Photography had also become a popular medium for female artists since it had yet to be fully subsumed into a male dominated canon, allowing a sense of greater potential to carve out new ground for themselves. Yet, for some feminist artists, the photographic self-portrait became a politicised weapon. Susan Sontag would publish On Photography in 1977, writing that "While a painting or a prose description can never be other than a narrowly selective interpretation, a photograph can be treated as a narrowly selective transparency. But despite the presumption of veracity that gives all photographs authority, interest and seductiveness, the work that photographers do is no generic exception to the usually shady commerce between art and truth." It was clear to many that, despite its aesthetic of documentation, photography was just as susceptible to subjective manipulation as any other art form.

Many female artists responded to the bombardment of advertising images adopting the male gaze by turning the lens on themselves. Both Cindy Sherman and Gillian Wearing would, and continue to, utilise the self-portrait to explore the manner in which women are perpetually sold the concept of re-invention and ready-made identities, reducing them to two-dimensional cartoons, but also encouraging their participation in a game of deceit. By donning disguise, the resulting, highly constructed images are in someway surreally threatening and highly conscious of the response they would provoke in the viewer.

Other artists, however, would respond to this problem in a quieter, more personal, way. One of my favourites, Francesca Woodman, would dedicate her short and troubled life to producing hundreds of black and white photographs of herself. Usually choosing to set her works in crumbling, deserted buildings, and often presenting herself partly, if not fully, nude, her work is intrinsically connected to a study of her gendered body. Frequently using movement, long exposures and hiding parts of herself, her oeuvre presents ghostly image after image. Yet Woodman is not naïve. She was clearly highly aware of the seductive qualities of her body; she curls up next to eels that mirror the curve of her hips and crouches on a dusty floor wearing only a cropped sweater. She looks up at a camera looking down, thrusting upon the viewer a disparaging gaze of control.

Francesca WoodmanFlickr

It is this idea of control which has led to many contemporary commentators citing the selfie as a feminist act, one in which young women present the world with an unapologetic and celebratory image of themselves. This seems to make sense when considering selfies whose subjects exist outside of normative standards of beauty. But the inter-congratulatory nature of the manner in which the selfie is shared, and their existence within the context of a patriarchal society, break down this analysis; the insistence upon adding every tumblr-girl’s tagline #nofilter says it all.

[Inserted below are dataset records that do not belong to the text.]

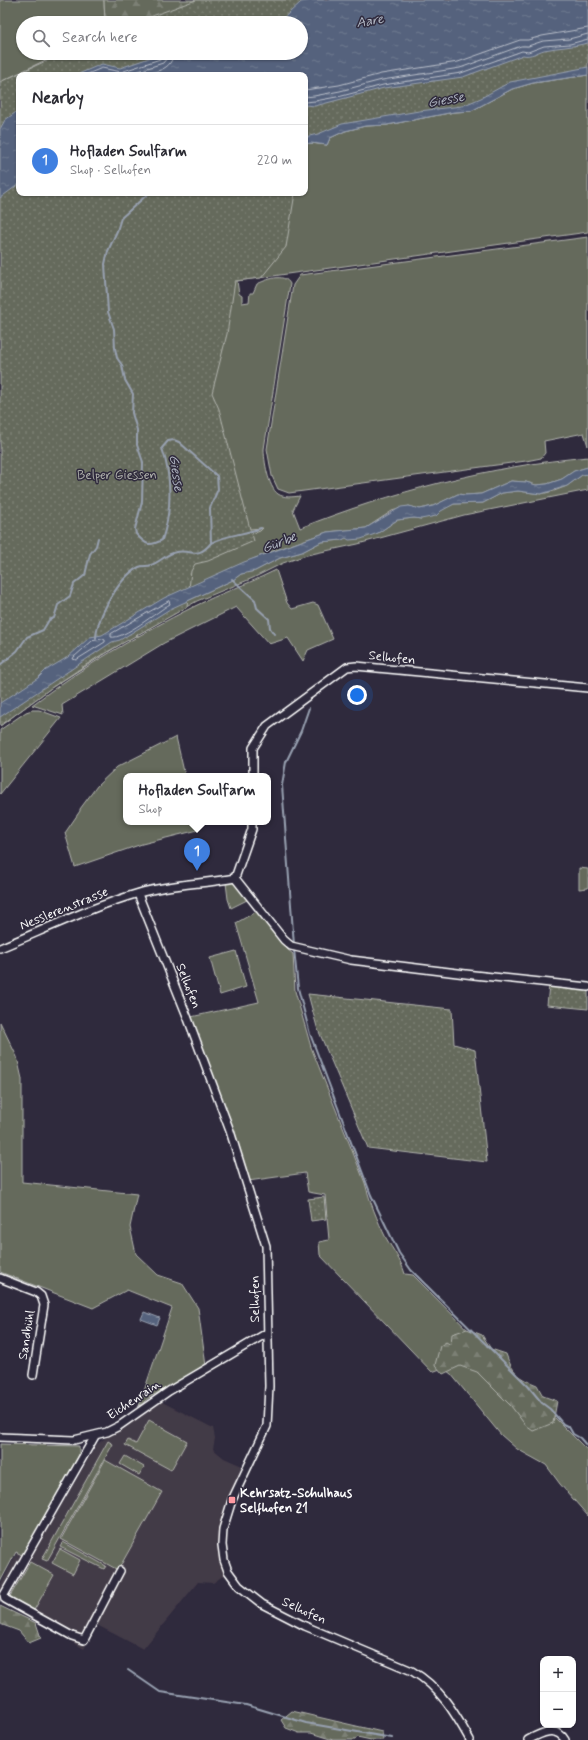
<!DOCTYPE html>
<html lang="en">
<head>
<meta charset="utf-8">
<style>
  body { margin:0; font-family:Mynerve,sans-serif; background:#f2f2f3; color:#2b2b33 }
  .controls { position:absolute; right:12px; bottom:12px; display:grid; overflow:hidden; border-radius:8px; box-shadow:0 1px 3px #0004 }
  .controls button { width:36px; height:36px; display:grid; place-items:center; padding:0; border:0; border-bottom:1px solid #e1e1e2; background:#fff; color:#2b2b33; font:20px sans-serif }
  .you { position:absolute; left:357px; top:695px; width:14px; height:14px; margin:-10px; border:3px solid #fff; border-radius:50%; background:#1a73e8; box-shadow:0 0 0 6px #1a73e833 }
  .badge { display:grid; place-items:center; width:26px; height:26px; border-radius:50%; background:#b45309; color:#fff; font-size:13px; font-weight:700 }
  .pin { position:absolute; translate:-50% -33px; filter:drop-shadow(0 1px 2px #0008) }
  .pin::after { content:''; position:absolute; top:21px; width:14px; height:12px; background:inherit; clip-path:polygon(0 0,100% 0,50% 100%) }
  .popup { position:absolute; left:123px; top:773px; width:148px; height:52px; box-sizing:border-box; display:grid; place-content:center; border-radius:8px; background:#fff; filter:drop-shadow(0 1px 3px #0005); font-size:13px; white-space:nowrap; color:#7c7c81 }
  .popup b { font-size:15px; color:#2b2b33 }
  .popup::after { content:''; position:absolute; left:50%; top:100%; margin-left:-8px; border:8px solid transparent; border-top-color:#fff }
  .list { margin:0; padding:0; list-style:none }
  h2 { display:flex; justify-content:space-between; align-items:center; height:52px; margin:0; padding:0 16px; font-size:17px }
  h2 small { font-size:13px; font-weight:400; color:#7c7c81 }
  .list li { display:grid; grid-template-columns:26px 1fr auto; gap:12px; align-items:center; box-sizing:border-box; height:72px; padding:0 16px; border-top:1px solid #e1e1e2 }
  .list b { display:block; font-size:15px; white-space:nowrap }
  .list p { margin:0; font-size:13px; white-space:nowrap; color:#7c7c81 }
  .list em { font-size:13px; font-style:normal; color:#7c7c81 }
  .icon { flex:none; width:22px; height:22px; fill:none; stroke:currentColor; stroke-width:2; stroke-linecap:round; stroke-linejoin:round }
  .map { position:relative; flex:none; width:588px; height:1740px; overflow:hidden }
  .search { position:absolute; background:#fff; box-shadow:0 1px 3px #0004; left:16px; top:16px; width:292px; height:44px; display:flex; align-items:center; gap:10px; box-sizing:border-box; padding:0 14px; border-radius:22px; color:#7c7c81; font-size:15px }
  .panel { position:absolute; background:#fff; box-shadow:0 1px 3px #0004; left:16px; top:72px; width:292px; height:124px; border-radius:8px }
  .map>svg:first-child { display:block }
  .built { fill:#433a47 }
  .grass { fill:#656a5c; stroke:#b2b4ae }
  .forest { fill:url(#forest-firs); stroke:#b2b4ae }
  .park { fill:url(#park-dots); stroke:#b2b4ae }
  .water { fill:url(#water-ripples); stroke:#98a1b1 }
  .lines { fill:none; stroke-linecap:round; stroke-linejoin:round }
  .shore { stroke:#bbc0cb; stroke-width:1 }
  .stream { stroke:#98a1b1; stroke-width:2 }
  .minor-casing { stroke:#fff; stroke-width:10 }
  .minor { stroke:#2f2a3d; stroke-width:7 }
  .poi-dot { fill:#ff9aa2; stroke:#2f2a3d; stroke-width:1.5 }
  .labels { text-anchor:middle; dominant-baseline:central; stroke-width:3; stroke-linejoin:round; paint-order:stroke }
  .park-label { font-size:13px; fill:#b2b4ae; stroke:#2f2a3d }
  .street-label { font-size:13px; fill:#fff; stroke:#2f2a3d }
  .poi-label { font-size:13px; font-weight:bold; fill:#fff; stroke:#2f2a3d; text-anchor:start }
  .water-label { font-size:14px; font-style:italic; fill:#b2b8c4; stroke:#2f2a3d }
</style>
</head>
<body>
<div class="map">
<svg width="588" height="1740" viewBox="0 0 588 1740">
  <defs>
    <pattern id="forest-firs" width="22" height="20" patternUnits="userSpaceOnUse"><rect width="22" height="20" fill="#656a5c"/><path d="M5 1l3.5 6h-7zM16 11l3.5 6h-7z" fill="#7c8074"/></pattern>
    <pattern id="park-dots" width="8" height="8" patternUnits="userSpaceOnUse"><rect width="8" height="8" fill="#656a5c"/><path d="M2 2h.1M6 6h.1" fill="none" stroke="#7c8074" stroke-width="1.8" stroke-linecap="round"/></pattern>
    <pattern id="water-ripples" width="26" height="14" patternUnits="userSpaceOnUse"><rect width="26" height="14" fill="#54627d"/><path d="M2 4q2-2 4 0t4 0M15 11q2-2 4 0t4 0" fill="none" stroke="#6e7a90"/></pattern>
  </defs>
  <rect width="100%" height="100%" fill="#2f2a3d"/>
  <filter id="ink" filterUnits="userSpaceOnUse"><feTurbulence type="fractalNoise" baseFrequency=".025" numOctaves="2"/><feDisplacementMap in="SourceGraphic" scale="8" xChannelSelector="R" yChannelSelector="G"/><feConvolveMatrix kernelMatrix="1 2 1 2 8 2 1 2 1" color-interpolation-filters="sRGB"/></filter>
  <g filter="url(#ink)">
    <path class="built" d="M160,1401L213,1428L215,1438L213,1449L224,1458L242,1466L225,1507L219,1538L224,1575L213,1583L198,1582L143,1649L97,1625L84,1649L0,1599V1586L18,1551L31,1557L97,1444Z"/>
    <g class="grass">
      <path d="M0,0H104L105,23H23V53H60L0,82Z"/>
      <path d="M588,75V232L237,281L239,294L242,296V303L249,302L250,293H253L257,284C266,280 284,272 290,284L264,449C264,460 268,487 278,494C284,498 292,497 300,496L293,510L300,528C391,492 490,466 588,457V467L574,471L562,479L547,484L536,485L526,482L511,481L481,494L465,495L458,494L433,506L420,509L409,506L392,511L366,528L327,532L262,555L172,595L0,690L127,193H305V144L311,143L327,145L330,138L345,131L365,126L387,125L454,112L471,111L512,89L533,83Z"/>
      <path d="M588,237V446L584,433L544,441L545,453L541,458L526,461L289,493L278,489L272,476L267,449L293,285L300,275Z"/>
      <path d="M588,474V490L464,515L358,544L307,555L283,563L253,578L197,601L124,642L51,688L0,726V717L170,609L233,580L241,574L255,571L280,558L302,552L321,542L342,540L346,537L378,533L397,520L414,518L421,519L454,504L483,503L502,493L518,491L541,494L554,491L567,486L582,475Z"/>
      <path d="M276,570L287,603L292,609L313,603L318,605L333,639L308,650L303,661L288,638L269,644L236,607L164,643L62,705L63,715L32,705C82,667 138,635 193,607C220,593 249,584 276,570Z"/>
      <path d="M32,710H39L61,718L0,794V730L26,712Z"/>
      <path d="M176,737L185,776H126V822H196L198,830L142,844L75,867L65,833L80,811V809L97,786L117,767Z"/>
      <path d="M579,868L588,869V888L579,889Z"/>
      <path d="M235,882L249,899L231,908L228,899L226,883Z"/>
      <path d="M259,910L287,949L293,954L295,991L311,1047L365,1183C370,1202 377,1220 386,1238C393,1250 401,1260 405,1274L413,1275L588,1451V1516L560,1484L546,1465L517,1449L501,1435L451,1374L443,1368L432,1372L320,1255L319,1242L329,1240L325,1195L308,1192L305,1173L248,1181L191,1017L259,1002L236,923Z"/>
      <path d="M236,951L246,987L220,995L210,958Z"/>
      <path d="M0,1022L17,1057L22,1079V1182L137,1194L130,1227L136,1254L158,1275L182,1283L198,1308L206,1366L150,1397L139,1406L172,1308L127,1290L93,1308L0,1272Z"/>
      <path d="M149,1420L187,1441L171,1470L125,1445L128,1440L136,1444Z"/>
      <path d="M108,1441L113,1444L47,1561L42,1559Z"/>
      <path d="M0,1444L79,1446V1455L24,1556L16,1552L0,1582Z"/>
      <path d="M125,1456L144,1467L139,1475L120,1464Z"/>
      <path d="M105,1460L162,1492L118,1570L61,1539Z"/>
      <path d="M63,1542L106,1566L104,1569L60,1547Z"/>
      <path d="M60,1549L80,1560L73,1574L52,1563Z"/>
      <path d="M30,1562L54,1575L33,1612L9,1598Z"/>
    </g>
    <g class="forest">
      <path d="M104,0H313L278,23H105Z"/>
      <path d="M467,1329L482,1335L491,1349L506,1354C512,1372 519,1378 537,1385L543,1396L557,1401L553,1423L533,1431L526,1426L511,1406L477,1372L460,1366L443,1374L435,1365L440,1346L446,1342L451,1345L452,1334Z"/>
      <path d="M0,1606L36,1623L41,1638L29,1643L19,1631L0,1624Z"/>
      <path d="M292,1711L382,1732L383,1740H371L357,1737L355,1740H333L311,1733H299L286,1728L281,1720Z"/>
    </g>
    <g class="park">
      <path d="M196,0H588V75L533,83L512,89L471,111L454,112L387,125L365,126L345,131L330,138L327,145L311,143L305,144V75H19V193H295L286,247L261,278L235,281L227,334L212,393L219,409L250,529L263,528L260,531L252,534L254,541L208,561L195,564L191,571L187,607L98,657L51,688L0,726V82L63,53H301V23H133Z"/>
      <path d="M549,985L588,990V1009L547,1005Z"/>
      <path d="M308,994L452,1009L454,1044L475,1050L487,1162L368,1148L317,1027Z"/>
      <path d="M324,1197L326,1219L311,1221L308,1199Z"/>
    </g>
    <g class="water">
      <path d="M313,0H588V43C573,47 559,47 544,50C537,52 531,57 523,55L463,77L384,88L315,106L305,105V75H76L102,64L120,68L164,53H301V23H278L301,2Z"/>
      <path d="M588,67V75L533,83L512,89L471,111L454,112L387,125L365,126L345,131L330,138L327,145L311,143L305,144V137L318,134L342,124L419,111L462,106L481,98L510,82Z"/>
      <path d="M19,110V184L0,198V129L5,120Z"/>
      <path d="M588,467V474L582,475L567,486L541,494L518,491L502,493L483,503L454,504L441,511L436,516L421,519L414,518L397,520L378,533L361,539L349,540L346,538L342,540L321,542L302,552L280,558L255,571L241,574L233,580L170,609L120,640L112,642L0,717V703L38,678L46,670L68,657L90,637L102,635L164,598L244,562L327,532L366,528L401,507L409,506L420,509L433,506L458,494L465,495L481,494L511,481L526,482L536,485L547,484L562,479L574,471Z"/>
      <path d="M144,1312L160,1318L157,1325L141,1319Z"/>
    </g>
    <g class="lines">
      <g class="shore">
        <path d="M85,75L102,68L121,72L160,59L162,53"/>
        <path d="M126,75L163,63L167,58V53"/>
        <path d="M143,75C156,71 173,70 173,53"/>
        <path d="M305,90L339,85L381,74L458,62L520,40H528L542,36L588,28"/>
        <path d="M305,97L314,96L340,91L382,80L460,68L521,46H528L543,41L569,39L588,34"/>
        <path d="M305,102L315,101L342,96L383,85L461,73L522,51L528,52L544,46L570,44L588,39"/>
        <path d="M169,601L170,604C158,611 123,640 111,637V634Z"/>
        <path d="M103,639L105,640V642L76,660L73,659L74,657L92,641Z"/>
      </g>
      <g class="stream">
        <path d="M211,543C227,534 244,535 261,528"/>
        <path d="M232,579L255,600L257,608L269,619L270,628L274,634"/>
        <path d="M96,638C97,617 119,577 139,567C143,565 148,567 151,565C160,562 166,554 176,552C192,549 197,560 211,543L210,508L218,489L217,476L179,442L174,440L168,441L162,448C172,477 172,511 162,540C149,547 146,545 136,534L135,529L142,502L143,462L137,445V430L132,413L133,394L125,380L122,365L117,358L115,348L114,329L108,312L105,264L108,251L117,231L121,218L149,193"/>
        <path d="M0,665L17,651L27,637L43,630L49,620L54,618L58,605L70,596L74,584L85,575L90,554L96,546L98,538"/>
        <path d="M294,945L282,785L286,762L301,731L309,708"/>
        <path d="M294,949L298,988L310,1034L371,1195L399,1253L411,1270L528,1386L542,1403L550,1409L563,1424L569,1427L573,1434L580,1438L588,1447"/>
        <path d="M128,1670L160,1692L246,1705L306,1723L392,1738"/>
      </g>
      <defs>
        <g id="minor">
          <path d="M253,776V748L267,726L347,667L356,666L588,688"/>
          <path d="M235,878L284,940L291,946L351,960L474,975L588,987"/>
          <path d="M235,878L252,829V822"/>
          <path d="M138,894L187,1016L230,1131L266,1246L269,1386L267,1426L232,1500L223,1529L222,1545L224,1560L228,1571L239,1586L262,1604L305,1626L412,1671C440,1687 455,1713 470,1740"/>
          <path d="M0,948C46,929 91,907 139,893C170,884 203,884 235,878"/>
          <path d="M0,1278L36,1292L41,1296L44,1305L33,1375"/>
          <path d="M95,1436L4,1595L5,1599L72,1636L84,1640L120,1571"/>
          <path d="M0,1437L74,1440L107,1432L119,1426L169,1391L267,1333"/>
          <path d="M528,1740C541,1733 556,1725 565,1740"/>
        </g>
      </defs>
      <use href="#minor" class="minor-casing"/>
      <use href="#minor" class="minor"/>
    </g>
  </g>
  <rect class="poi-dot" x="228" y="1496" width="8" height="8" rx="2"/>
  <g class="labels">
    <g class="park-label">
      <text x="117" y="475">Belper Giessen</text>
    </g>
    <g class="street-label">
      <text transform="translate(392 658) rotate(6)">Selhofen</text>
      <text transform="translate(64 909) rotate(-22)">Nesslerenstrasse</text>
      <text transform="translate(188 986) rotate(68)">Selhofen</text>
      <text transform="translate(255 1299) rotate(-90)">Selhofen</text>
      <text transform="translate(27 1335) rotate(-81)">Sandbühl</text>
      <text transform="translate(134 1400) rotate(-34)">Eichenrain</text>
      <text transform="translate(304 1611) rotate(25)">Selhofen</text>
    </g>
    <g class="poi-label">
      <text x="240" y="1493">Kehrsatz-Schulhaus<tspan x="240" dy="15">Selfhofen 21</tspan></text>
    </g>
    <g class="water-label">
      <text transform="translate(370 21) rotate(-10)">Aare</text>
      <text transform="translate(446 100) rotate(-10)">Giesse</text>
      <text transform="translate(176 473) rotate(82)">Giesse</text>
      <text transform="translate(279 543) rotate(-21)">Gürbe</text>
    </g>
  </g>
</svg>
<div class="controls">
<button>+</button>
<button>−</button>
</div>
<div class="you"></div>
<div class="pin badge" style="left:197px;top:871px;background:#3f7fe0">1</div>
<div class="popup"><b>Hofladen Soulfarm</b>Shop</div>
<div class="search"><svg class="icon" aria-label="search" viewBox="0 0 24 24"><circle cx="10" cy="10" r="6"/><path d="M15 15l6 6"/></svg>Search here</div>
<section class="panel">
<h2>Nearby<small></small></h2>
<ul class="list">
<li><span class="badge" style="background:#3f7fe0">1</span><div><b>Hofladen Soulfarm</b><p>Shop · Selhofen</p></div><em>220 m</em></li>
</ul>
</section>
</div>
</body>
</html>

Artists have been taking less constructed self-portrait photographs for years, too. Alexis Hunter’s Self-Portrait, 1977, or several images from AA Bronson’s Mirror Sequences, arguably could have been taken by any one of us armed with a camera and a little know-how. And still, the relationship between self-portraits and the selfie becomes ever more complicated when we move beyond the boundaries of the 'official' art world and look at images presented outside the gallery space. Ai Weiwei, a Chinese artist who has been under constant surveillance by his government since April 2011, has been using Instagram to share smartphone images of himself since it began, and he is by no means the only contemporary artist to do so.

Are the images he shares art? They are often aesthetically pleasing, but require no more technical knowledge to produce than any other amateur smartphone photographer. But prior to Instagram, his personal blog was shut down multiple times. His insistence on visually communicating with the world by any means he can changes our reading of these selfies into a rebellious act. Regardless of whether we can call a selfie art, it cannot be coincidence that time and again, humans choose to turn the focus on themselves.